The majority of the market and economists do not expect the BoE to budge on rates this week, scheduled to take the stage on Thursday at 11:00 am GMT. You may recall that from the March meeting, the MPC voted by a majority 8-1 to keep rates unchanged, observing two members (Jonathan Haskel and Catherine Mann) downshift their votes to hike the Bank Rate in favour of a hold and Swati Dhingra continued to vote for a 25bp cut. It was noted at the time of the release that this is a central bank manoeuvring towards policy easing and could prove a notable headwind for sterling (GBP).

Heading into this week’s meeting, it is obviously no secret we still have divided ranks among policymakers at the BoE. However, recent comments from BoE Governor Andrew Bailey and Deputy Governor David Ramsden aired a dovish vibe, expressing confidence in the disinflation process and that inflation risks remain ‘skewed to the downside’. So, with a potential change in votes in the not-so-distant future from these two key players and MPC member Dhingra likely to continue to vote for a cut, the gap between holding policy at current rates and a majority vote to cut is closing in.

The March UK CPI revealed a slower-than-expected pace of disinflation across all four key metrics, though year-on-year measures continued to exhibit a disinflationary trajectory. This followed mixed labour data; the unemployment rate jumped to 4.2% in the three months to February from the upwardly revised 4.0% in the three months to January 2024, and wage growth was stronger than expected. The above, coupled with economic growth remaining weak, may pave the way for the central bank to begin pencilling in a timeline for easing.

Although a rate cut is pretty much off the table this week, traders will look to (and respond to) the rate statement, the updated economic forecasts, and the press conference for insight into when easing could commence, along with the BoE’s outlook on inflation and whether the central bank is waiting for the Fed to make its move before committing.

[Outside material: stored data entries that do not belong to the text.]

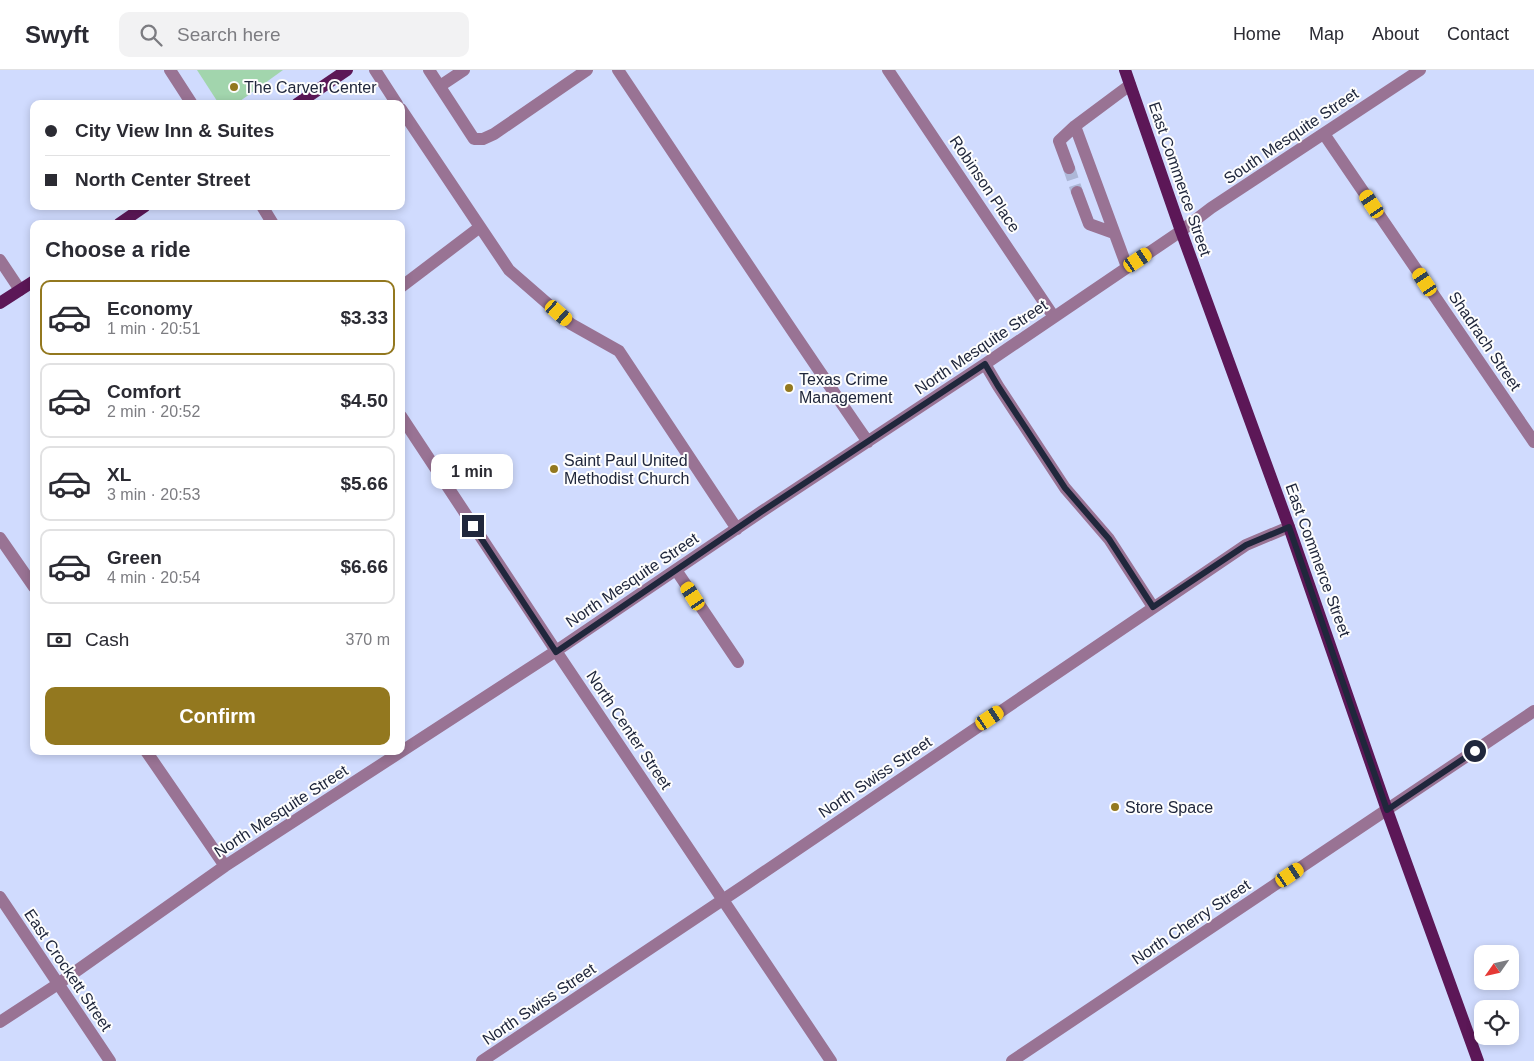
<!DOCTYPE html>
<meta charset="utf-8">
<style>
:root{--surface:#fff;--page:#f2f2f3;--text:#2b2b33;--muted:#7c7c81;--line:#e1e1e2;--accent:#93781f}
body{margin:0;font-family:Arial,sans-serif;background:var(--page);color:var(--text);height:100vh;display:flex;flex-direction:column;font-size:19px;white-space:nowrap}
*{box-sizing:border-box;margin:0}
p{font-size:16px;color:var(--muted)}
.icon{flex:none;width:28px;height:28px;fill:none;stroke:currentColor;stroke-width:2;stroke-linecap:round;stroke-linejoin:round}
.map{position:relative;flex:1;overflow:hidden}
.drawer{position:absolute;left:30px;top:150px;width:375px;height:535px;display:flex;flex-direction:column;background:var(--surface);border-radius:10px;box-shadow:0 2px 8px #0003}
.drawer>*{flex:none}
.banner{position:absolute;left:30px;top:30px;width:375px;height:110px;border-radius:10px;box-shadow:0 2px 8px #0003;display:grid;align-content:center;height:110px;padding:0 15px;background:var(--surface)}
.needle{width:32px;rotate:236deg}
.tools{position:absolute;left:1474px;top:875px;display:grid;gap:10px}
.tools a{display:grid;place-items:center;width:45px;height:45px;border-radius:10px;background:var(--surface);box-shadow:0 2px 8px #0003;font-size:25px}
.end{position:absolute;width:22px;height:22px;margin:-11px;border:6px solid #20273c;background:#fff;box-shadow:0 0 0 2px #fff}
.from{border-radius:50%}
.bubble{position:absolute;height:35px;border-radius:10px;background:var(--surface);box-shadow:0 2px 8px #0003;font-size:16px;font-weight:800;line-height:35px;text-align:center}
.car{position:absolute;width:15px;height:30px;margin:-15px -8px;border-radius:6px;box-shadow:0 0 4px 1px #0007;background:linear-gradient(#f5c518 24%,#345 0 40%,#f5c518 0 76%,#345 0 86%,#f5c518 0)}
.banner b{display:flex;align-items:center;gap:18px;height:48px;font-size:19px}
.banner b+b{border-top:1px solid var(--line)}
.banner i{width:12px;height:12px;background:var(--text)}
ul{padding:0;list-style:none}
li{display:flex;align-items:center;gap:15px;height:75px;margin:0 10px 8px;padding:0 5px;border:2px solid var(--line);border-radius:10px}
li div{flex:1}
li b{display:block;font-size:19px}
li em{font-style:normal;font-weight:800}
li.current{border-color:var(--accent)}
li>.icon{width:45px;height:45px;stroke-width:1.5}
h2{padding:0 15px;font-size:22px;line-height:60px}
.pay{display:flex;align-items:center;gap:12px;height:55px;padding:0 15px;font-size:19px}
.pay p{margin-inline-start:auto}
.action{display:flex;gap:10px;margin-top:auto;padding:10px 15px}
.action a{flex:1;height:58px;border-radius:10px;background:var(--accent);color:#fff;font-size:20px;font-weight:800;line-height:58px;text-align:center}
header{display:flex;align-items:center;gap:30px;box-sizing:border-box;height:70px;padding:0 25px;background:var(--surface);border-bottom:1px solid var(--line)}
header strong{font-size:24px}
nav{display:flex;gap:28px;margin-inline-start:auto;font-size:18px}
.search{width:350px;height:45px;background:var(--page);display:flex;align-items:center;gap:12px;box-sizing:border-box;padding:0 18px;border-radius:10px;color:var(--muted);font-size:19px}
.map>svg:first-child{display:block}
</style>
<header>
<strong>Swyft</strong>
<div class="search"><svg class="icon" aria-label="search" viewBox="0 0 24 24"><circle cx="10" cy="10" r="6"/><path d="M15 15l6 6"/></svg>Search here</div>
<nav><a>Home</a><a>Map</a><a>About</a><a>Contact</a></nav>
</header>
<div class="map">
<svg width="1534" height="991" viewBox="0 0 1534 991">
<rect width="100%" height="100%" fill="#d0dbfe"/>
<path fill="#a2d5ad" d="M197 0H283L236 34H219Z"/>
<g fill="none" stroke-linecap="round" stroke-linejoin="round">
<path stroke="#adb7d7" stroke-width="12" stroke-dasharray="12 6" stroke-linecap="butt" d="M1069 98 1077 122"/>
<path stroke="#997394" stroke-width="12" d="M170 0 192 34
M375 0 397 34
M429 0 474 69H483L494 64 587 0
M618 0C701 124 783 249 868 372
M888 0 1054 247
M440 16 464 0
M401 39 509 200 571 254 619 281 737 459
M1324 64 1534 372
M1069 98 1059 71 1075 56
M1077 122 1089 154 1114 163
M262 136 273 154
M0 190 20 220
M1127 197 1075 56 1130 15
M401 217 480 157
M985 294 998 316 1065 418 1109 469 1153 537
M401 346 556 581 831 991
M0 468 34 517
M676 500 738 592
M146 681 225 796
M0 827 110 991
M0 952 58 914 225 796 556 581 761 442 985 294 1181 161 1211 138 1420 0
M482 991 745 815 1246 475 1289 457
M1012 991 1534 641"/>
<path stroke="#5c1757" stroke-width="12" d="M1125 0 1181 161 1289 457 1387 740 1478 991
M297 34 347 0
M119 154 145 136
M0 233 34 211"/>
</g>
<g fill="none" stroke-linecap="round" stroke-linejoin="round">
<path stroke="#20273c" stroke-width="6" d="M473 456 556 582 761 442 985 294 998 316 1065 418 1109 469 1153 537 1246 475 1289 457 1387 740 1475 681"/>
</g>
<g fill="#93781f" stroke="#fdfdfd" stroke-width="2">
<circle cx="234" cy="17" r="5"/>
<circle cx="789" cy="318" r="5"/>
<circle cx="554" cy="399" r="5"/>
<circle cx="1115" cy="737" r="5"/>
</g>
<g text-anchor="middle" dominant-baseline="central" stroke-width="4" stroke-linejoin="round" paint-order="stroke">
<g font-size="16" fill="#20273c" stroke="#fdfdfd" text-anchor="start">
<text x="244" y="17">The Carver Center</text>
<text x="799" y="309">Texas Crime<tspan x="799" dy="18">Management</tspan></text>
<text x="564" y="390">Saint Paul United<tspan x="564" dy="18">Methodist Church</tspan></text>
<text x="1125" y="737">Store Space</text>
</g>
<g font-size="16" fill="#20273c" stroke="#fdfdfd">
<text transform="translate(1291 66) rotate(-34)">South Mesquite Street</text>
<text transform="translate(1180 109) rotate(71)">East Commerce Street</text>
<text transform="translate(985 114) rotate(56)">Robinson Place</text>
<text transform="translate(1485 271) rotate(56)">Shadrach Street</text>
<text transform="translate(981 277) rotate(-34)">North Mesquite Street</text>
<text transform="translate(1318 490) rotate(70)">East Commerce Street</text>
<text transform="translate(632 510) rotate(-34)">North Mesquite Street</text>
<text transform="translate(629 660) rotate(56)">North Center Street</text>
<text transform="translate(875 707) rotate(-34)">North Swiss Street</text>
<text transform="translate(281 741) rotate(-33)">North Mesquite Street</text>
<text transform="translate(1191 852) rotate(-34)">North Cherry Street</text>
<text transform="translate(68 900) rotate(56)">East Crockett Street</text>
<text transform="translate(539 934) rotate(-34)">North Swiss Street</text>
</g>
</g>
</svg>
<div class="tools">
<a><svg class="needle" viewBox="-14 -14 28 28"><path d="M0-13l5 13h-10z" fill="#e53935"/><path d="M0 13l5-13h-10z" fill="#7c7c81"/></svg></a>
<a><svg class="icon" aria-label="locate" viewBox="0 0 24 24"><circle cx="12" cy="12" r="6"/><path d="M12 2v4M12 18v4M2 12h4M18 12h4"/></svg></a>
</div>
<i class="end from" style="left:1475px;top:681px"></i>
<i class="end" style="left:473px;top:456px"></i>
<div class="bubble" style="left:431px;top:384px;width:82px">1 min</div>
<i class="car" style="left:1372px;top:134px;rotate:326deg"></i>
<i class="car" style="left:1138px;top:190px;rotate:56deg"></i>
<i class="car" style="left:1425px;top:212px;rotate:326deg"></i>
<i class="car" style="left:559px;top:243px;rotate:131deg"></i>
<i class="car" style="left:693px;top:526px;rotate:327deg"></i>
<i class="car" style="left:990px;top:648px;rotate:56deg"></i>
<i class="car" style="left:1290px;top:805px;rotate:56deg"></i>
<div class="banner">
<b><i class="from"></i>City View Inn &amp; Suites</b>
<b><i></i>North Center Street</b>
</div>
<section class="drawer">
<h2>Choose a ride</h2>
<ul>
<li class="current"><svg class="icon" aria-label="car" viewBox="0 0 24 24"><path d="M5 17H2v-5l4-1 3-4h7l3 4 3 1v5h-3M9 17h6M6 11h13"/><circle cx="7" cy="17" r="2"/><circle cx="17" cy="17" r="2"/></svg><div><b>Economy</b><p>1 min · 20:51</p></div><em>$3.33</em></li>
<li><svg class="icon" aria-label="car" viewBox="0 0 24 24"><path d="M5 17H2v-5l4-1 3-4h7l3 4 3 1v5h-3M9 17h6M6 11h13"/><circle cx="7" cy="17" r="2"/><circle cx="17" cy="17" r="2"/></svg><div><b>Comfort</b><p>2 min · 20:52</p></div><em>$4.50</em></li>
<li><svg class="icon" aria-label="car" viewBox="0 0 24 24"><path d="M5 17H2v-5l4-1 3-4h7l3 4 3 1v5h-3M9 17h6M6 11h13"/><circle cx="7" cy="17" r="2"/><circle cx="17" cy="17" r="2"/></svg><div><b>XL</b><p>3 min · 20:53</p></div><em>$5.66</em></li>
<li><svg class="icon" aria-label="car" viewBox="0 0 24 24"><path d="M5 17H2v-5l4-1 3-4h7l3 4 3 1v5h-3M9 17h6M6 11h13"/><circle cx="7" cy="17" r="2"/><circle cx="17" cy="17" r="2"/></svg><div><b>Green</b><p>4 min · 20:54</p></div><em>$6.66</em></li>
</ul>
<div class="pay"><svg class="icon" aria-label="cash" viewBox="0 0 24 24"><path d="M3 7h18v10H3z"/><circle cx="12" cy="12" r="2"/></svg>Cash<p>370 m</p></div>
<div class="action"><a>Confirm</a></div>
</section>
</div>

UK to Exit Technical Recession?

Friday welcomes UK growth data ahead of the European cash open on Friday at 6:00 am GMT; market consensus heading into the data expects we’ll see another expansion in March. This follows economic expansion in January and February’s reports: +0.3% and +0.1%, respectively. This optimistic start to the year has also likely pulled the UK economy out of what was a mild ‘technical recession’ that kicked off in the second half of last year.

According to Bloomberg’s estimates, the median forecast indicates a +0.1% expansion in March (estimate range between +0.2% and -0.2%), with the QoQ release forecast to print +0.4% for Q1 (estimate range between +0.4% and +0.1%).